───── Material provided

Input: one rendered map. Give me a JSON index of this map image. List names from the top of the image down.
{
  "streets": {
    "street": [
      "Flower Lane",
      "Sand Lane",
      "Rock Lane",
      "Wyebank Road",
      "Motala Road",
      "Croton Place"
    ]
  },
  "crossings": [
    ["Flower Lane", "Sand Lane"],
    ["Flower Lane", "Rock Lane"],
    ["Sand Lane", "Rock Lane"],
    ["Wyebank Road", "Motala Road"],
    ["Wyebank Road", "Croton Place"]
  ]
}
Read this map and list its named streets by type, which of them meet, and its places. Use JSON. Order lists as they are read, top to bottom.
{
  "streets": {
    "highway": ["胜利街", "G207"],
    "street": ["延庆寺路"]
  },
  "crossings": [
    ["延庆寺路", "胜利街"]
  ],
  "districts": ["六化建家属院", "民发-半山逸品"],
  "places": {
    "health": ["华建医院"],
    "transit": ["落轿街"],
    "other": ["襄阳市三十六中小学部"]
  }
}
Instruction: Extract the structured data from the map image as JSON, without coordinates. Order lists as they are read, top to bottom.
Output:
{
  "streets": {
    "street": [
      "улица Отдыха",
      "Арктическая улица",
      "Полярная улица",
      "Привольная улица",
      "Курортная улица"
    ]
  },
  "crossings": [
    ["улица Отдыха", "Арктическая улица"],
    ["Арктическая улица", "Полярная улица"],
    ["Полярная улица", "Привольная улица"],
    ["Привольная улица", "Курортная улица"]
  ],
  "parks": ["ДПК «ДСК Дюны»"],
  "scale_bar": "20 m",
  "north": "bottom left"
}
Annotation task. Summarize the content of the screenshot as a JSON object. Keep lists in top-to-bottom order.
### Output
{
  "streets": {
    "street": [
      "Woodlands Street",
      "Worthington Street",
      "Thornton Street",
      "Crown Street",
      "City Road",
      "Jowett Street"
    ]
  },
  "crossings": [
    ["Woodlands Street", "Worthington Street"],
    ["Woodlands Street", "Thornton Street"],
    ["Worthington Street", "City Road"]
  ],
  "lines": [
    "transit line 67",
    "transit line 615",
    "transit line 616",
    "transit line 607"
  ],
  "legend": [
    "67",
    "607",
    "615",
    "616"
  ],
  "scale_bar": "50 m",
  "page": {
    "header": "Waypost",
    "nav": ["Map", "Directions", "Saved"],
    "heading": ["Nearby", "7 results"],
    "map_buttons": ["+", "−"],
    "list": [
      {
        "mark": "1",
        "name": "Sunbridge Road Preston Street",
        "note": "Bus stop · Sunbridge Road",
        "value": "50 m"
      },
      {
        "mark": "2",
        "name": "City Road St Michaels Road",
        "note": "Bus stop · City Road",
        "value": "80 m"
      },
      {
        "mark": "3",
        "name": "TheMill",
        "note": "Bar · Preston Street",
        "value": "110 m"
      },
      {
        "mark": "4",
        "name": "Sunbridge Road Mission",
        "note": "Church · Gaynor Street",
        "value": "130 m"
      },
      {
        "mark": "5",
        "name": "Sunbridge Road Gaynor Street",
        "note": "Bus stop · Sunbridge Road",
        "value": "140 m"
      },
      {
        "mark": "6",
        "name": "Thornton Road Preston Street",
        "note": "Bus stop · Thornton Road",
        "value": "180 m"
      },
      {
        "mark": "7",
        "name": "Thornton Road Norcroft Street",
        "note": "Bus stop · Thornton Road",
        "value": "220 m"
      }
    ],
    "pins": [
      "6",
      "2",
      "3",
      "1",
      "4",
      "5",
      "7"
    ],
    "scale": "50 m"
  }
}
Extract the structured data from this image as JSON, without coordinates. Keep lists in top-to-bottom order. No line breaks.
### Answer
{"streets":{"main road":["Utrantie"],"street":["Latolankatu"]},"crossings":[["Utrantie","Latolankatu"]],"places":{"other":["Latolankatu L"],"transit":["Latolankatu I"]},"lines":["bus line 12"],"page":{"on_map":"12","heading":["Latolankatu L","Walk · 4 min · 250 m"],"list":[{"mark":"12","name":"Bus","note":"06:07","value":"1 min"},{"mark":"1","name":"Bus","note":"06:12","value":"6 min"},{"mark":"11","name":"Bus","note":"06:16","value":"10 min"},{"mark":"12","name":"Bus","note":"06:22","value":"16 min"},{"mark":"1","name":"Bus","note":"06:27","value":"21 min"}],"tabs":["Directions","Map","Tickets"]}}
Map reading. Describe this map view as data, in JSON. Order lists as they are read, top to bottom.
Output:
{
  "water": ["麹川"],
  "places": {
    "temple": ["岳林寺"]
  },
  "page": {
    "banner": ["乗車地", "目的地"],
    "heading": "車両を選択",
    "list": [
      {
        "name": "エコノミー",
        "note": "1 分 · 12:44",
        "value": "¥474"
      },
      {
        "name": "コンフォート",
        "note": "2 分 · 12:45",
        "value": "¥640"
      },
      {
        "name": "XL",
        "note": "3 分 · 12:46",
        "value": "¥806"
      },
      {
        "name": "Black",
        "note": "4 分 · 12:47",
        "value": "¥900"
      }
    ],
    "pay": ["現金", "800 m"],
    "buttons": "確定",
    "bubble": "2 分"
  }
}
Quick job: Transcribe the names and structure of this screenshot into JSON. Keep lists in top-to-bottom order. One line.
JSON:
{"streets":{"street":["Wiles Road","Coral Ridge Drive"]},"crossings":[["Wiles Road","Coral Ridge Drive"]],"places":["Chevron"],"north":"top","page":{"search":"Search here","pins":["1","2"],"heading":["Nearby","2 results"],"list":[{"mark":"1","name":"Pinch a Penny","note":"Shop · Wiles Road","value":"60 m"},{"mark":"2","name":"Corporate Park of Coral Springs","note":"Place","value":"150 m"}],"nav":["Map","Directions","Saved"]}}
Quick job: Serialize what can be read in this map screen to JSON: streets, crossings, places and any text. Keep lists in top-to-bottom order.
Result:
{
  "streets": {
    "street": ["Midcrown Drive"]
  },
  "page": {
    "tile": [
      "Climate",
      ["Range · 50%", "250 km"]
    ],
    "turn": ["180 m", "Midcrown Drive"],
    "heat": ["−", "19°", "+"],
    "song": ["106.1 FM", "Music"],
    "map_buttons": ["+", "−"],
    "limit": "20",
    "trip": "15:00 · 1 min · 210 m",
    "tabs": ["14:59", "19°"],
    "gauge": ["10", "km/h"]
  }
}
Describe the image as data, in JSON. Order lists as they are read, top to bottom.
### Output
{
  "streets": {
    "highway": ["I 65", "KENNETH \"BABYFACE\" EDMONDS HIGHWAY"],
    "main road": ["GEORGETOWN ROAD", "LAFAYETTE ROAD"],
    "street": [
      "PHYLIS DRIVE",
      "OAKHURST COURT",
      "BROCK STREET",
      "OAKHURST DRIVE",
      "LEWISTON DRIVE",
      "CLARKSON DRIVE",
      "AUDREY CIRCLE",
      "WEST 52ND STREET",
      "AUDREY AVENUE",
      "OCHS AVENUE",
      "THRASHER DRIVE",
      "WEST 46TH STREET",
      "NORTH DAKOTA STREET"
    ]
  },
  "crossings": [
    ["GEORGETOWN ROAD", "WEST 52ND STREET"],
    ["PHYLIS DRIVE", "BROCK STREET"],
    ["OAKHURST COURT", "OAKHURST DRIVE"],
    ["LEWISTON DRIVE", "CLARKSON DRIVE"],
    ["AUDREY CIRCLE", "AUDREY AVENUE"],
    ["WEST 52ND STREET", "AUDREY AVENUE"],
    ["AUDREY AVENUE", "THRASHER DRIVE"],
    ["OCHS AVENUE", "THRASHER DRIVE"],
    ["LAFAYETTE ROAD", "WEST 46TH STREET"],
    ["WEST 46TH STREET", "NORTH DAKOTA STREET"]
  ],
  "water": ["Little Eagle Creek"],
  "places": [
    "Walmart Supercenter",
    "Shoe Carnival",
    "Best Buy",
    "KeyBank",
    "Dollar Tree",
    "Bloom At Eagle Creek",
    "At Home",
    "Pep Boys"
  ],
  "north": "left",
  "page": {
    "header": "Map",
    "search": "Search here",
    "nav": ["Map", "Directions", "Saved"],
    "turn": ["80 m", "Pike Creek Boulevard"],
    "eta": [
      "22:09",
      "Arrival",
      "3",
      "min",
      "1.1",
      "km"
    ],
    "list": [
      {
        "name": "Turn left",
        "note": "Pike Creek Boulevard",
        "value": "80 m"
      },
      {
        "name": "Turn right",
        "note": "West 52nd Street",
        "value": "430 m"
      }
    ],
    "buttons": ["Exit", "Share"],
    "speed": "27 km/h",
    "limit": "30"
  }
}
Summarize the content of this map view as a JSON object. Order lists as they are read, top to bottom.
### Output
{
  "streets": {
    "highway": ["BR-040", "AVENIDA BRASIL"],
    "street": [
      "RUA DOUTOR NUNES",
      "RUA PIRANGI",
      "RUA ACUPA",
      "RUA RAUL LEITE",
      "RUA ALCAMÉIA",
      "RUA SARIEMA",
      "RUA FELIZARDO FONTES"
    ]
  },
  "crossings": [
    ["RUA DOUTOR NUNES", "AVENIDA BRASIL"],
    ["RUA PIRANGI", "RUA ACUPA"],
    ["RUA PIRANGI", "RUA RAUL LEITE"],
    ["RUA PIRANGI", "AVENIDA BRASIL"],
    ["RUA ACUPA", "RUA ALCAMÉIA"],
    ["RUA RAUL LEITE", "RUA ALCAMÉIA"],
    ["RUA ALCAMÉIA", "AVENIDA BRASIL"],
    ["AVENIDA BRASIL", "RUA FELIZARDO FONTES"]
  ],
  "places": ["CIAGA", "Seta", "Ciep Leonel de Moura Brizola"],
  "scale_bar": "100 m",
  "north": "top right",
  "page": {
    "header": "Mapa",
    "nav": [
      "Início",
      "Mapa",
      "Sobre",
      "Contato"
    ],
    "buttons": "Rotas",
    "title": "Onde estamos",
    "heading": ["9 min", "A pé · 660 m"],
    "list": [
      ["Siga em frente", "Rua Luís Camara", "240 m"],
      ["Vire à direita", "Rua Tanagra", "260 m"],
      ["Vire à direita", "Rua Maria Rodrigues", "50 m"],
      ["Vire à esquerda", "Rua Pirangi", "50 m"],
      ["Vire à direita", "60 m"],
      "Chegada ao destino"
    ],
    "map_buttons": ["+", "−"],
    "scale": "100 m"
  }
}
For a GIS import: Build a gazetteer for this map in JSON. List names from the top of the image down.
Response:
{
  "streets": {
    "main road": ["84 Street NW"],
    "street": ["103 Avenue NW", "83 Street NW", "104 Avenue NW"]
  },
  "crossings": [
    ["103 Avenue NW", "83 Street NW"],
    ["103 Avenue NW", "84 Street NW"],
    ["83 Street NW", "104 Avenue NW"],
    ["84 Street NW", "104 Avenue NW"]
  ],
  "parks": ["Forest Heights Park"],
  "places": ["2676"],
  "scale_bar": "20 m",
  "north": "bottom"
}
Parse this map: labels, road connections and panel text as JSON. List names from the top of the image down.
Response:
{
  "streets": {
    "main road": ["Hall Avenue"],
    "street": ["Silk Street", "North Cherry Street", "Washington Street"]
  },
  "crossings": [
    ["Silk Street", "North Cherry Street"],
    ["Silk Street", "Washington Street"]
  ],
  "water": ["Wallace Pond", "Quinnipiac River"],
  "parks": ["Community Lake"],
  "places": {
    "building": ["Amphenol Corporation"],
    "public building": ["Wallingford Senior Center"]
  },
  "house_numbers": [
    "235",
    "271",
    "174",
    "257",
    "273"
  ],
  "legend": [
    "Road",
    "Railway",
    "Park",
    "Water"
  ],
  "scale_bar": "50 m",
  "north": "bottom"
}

──────────

- [Task objective]
Working through the entries above, copy every line in which "BROCK" is found.

- [Solved exercise]
      "BROCK STREET",
    ["PHYLIS DRIVE", "BROCK STREET"],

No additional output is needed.